Smart video cut point detection for AI-generated talking head videos using multi-factor visual analysis and speech detection

These details have not been verified by PyPI

Project links

Project description

SceneFlow

Smart cut point detection for AI-generated talking head videos

SceneFlow automatically finds the optimal point to cut your AI-generated talking head videos using advanced speech detection and multi-factor visual analysis. No more awkward mid-speech cuts or unwanted motion at the end of your videos!

Features

Intelligent Speech Detection - Uses Silero VAD (Voice Activity Detection) to precisely identify when speech ends
Multi-Factor Visual Analysis - Ranks potential cut points based on:
- Eye openness (natural blink detection)
- Motion stability (minimal movement)
- Expression neutrality (calm facial expressions)
- Pose stability (steady head position)
- Visual sharpness (frame quality)
URL Support - Works directly with video URLs (YouTube, etc.) via yt-dlp
Flexible Output - Simple timestamp output, verbose mode, or detailed JSON analysis
Customizable Weights - Adjust the importance of each visual factor
Pure Ranking Algorithm - No arbitrary thresholds, everything is relative

Installation

pip install sceneflow

Requirements

Python 3.9 or higher
FFmpeg (for video processing)

Quick Start

Command Line

# Basic usage - outputs just the timestamp
sceneflow video.mp4
# Output: 5.23

# Verbose mode - see detailed analysis
sceneflow video.mp4 --verbose

# Save detailed JSON analysis
sceneflow video.mp4 --json ./output

# From a URL
sceneflow "https://www.youtube.com/watch?v=..." --verbose

# Custom weights
sceneflow video.mp4 --eye-weight 0.4 --motion-weight 0.3

Python API

Simple API (Recommended)

from sceneflow import get_cut_frame, get_ranked_cut_frames

# Get the single best cut point
best_time = get_cut_frame("video.mp4")
print(f"Cut at: {best_time:.2f}s")

# Get top 5 cut points
top_5 = get_ranked_cut_frames("video.mp4", n=5)
for i, time in enumerate(top_5, 1):
    print(f"{i}. {time:.2f}s")

# With custom configuration
from sceneflow import RankingConfig
config = RankingConfig(
    eye_openness_weight=0.40,
    motion_stability_weight=0.30
)
best_time = get_cut_frame("video.mp4", config=config, sample_rate=1)

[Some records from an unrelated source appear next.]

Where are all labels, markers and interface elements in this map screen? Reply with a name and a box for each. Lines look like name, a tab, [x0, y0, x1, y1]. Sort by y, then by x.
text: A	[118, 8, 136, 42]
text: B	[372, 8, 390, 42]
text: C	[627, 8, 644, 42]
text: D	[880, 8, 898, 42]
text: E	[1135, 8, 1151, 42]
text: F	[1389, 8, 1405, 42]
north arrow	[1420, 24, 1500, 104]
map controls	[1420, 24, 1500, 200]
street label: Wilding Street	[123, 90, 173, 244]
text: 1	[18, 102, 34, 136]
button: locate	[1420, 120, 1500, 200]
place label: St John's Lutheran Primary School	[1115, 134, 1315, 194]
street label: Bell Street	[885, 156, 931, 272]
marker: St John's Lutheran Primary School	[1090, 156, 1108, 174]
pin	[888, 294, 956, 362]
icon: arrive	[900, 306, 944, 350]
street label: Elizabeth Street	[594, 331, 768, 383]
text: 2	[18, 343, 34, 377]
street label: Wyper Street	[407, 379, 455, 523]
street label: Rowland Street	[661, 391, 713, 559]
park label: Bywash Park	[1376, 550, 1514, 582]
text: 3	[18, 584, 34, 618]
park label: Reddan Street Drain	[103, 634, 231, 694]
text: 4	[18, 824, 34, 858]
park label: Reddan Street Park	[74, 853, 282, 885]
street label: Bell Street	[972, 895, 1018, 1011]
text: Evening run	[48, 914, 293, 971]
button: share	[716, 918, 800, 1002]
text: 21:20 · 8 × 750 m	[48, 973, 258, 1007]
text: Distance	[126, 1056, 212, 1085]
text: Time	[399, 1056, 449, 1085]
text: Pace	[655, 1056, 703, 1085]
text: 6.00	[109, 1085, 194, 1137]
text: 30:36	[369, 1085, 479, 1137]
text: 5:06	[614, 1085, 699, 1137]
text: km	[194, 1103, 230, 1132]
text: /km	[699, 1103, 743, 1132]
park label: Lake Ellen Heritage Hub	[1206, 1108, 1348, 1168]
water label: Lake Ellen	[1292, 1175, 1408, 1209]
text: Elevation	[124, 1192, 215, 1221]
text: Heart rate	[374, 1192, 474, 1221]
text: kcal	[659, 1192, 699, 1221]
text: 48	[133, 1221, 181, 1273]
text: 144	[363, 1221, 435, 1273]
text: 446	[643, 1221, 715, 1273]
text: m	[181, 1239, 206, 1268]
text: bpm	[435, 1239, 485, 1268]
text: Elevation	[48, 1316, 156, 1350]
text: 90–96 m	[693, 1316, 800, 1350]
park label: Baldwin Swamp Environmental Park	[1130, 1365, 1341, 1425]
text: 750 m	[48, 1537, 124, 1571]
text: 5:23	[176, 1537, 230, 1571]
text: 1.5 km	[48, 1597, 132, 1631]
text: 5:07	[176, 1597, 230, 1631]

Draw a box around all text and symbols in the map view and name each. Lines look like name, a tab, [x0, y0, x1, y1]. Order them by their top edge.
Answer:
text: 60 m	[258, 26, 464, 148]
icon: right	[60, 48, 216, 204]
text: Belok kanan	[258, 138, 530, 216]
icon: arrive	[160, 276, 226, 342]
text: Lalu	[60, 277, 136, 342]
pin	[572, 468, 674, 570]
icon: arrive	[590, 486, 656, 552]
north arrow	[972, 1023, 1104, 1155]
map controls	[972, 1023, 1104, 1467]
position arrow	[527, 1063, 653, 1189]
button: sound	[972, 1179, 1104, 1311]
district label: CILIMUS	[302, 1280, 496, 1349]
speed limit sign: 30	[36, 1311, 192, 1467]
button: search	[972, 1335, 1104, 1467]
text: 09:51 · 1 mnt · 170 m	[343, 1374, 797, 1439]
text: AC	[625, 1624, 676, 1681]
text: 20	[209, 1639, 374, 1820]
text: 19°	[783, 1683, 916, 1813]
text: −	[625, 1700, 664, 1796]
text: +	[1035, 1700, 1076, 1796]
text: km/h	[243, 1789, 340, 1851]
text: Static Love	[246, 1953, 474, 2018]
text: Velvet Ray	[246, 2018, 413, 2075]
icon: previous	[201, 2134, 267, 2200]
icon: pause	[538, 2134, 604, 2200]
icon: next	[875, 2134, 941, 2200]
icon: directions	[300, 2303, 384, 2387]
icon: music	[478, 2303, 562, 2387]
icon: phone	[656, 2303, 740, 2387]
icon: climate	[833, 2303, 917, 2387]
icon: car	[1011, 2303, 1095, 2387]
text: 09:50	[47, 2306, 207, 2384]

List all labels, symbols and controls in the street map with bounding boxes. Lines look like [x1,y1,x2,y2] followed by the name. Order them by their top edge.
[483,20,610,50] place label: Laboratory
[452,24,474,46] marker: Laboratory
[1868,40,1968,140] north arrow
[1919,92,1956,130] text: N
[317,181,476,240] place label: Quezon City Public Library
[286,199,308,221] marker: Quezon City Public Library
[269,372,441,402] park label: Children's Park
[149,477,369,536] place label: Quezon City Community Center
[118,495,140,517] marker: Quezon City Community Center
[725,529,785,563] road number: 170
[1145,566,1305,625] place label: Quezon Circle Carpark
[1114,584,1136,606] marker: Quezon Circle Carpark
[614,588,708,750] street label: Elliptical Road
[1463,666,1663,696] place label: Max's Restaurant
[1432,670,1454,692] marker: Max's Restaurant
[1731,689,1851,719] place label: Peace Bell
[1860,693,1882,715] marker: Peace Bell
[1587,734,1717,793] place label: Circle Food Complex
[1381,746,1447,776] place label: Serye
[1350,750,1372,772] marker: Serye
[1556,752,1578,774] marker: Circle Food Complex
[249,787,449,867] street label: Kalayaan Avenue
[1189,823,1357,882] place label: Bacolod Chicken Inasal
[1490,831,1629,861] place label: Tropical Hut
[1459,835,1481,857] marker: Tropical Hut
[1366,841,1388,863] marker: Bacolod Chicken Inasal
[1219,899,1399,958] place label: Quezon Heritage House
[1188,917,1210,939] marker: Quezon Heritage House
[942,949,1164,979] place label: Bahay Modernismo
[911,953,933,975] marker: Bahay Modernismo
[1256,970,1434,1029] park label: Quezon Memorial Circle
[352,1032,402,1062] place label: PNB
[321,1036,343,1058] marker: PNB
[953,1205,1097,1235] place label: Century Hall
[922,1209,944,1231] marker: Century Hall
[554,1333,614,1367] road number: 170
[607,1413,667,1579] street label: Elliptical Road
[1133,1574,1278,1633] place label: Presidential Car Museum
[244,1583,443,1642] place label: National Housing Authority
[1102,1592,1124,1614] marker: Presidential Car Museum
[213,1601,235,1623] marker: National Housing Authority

Advanced API (More Control)

from sceneflow import CutPointRanker
from sceneflow.speech_detector import SpeechDetector
import cv2

# Detect when speech ends
detector = SpeechDetector()
speech_end_time, confidence = detector.get_speech_end_time(
    "video.mp4",
    return_confidence=True
)

# Get video duration
cap = cv2.VideoCapture("video.mp4")
fps = cap.get(cv2.CAP_PROP_FPS)
frame_count = int(cap.get(cv2.CAP_PROP_FRAME_COUNT))
duration = frame_count / fps
cap.release()

# Rank frames after speech ends
ranker = CutPointRanker()
ranked_frames = ranker.rank_frames(
    video_path="video.mp4",
    start_time=speech_end_time,
    end_time=duration,
    sample_rate=2
)

# Get the best cut point
best_cut = ranked_frames[0]
print(f"Best cut point: {best_cut.timestamp:.2f}s (score: {best_cut.score:.4f})")

How It Works

1. Speech Detection

SceneFlow uses Silero VAD, a deep learning model for voice activity detection. This provides highly accurate detection of when speech actually ends, not just when audio fades out.

2. Visual Analysis

After identifying when speech ends, SceneFlow analyzes each frame using MediaPipe FaceMesh (478 facial landmarks + 52 blendshapes) and ranks them based on:

Factor	Weight	Description
Eye Openness	30%	Prefers natural eye openness (not too wide, not blinking)
Motion Stability	25%	Minimal optical flow between frames
Expression Neutrality	20%	Calm, neutral facial expressions
Pose Stability	15%	Steady head position and orientation
Visual Sharpness	10%	Clear, sharp frame quality

3. Ranking System

The algorithm uses a multi-stage ranking process:

Extract raw features from all frames
Normalize metrics across the entire frame set
Apply weighted scoring based on configuration
Use temporal context windows to favor stable sequences
Return ranked list of cut point candidates

CLI Options

sceneflow SOURCE [OPTIONS]

Arguments:
  SOURCE                  Path to video file or URL

Options:
  --verbose              Show detailed analysis information
  --json-output PATH     Save detailed analysis to JSON file (directory path)
  --sample-rate INT      Process every Nth frame (default: 2)
  --save-frames          Save annotated frames with MediaPipe landmarks
  --save-video           Save cut video from start to best timestamp (requires ffmpeg)
  --top-n INT            Return top N ranked timestamps in sorted order (shows scores)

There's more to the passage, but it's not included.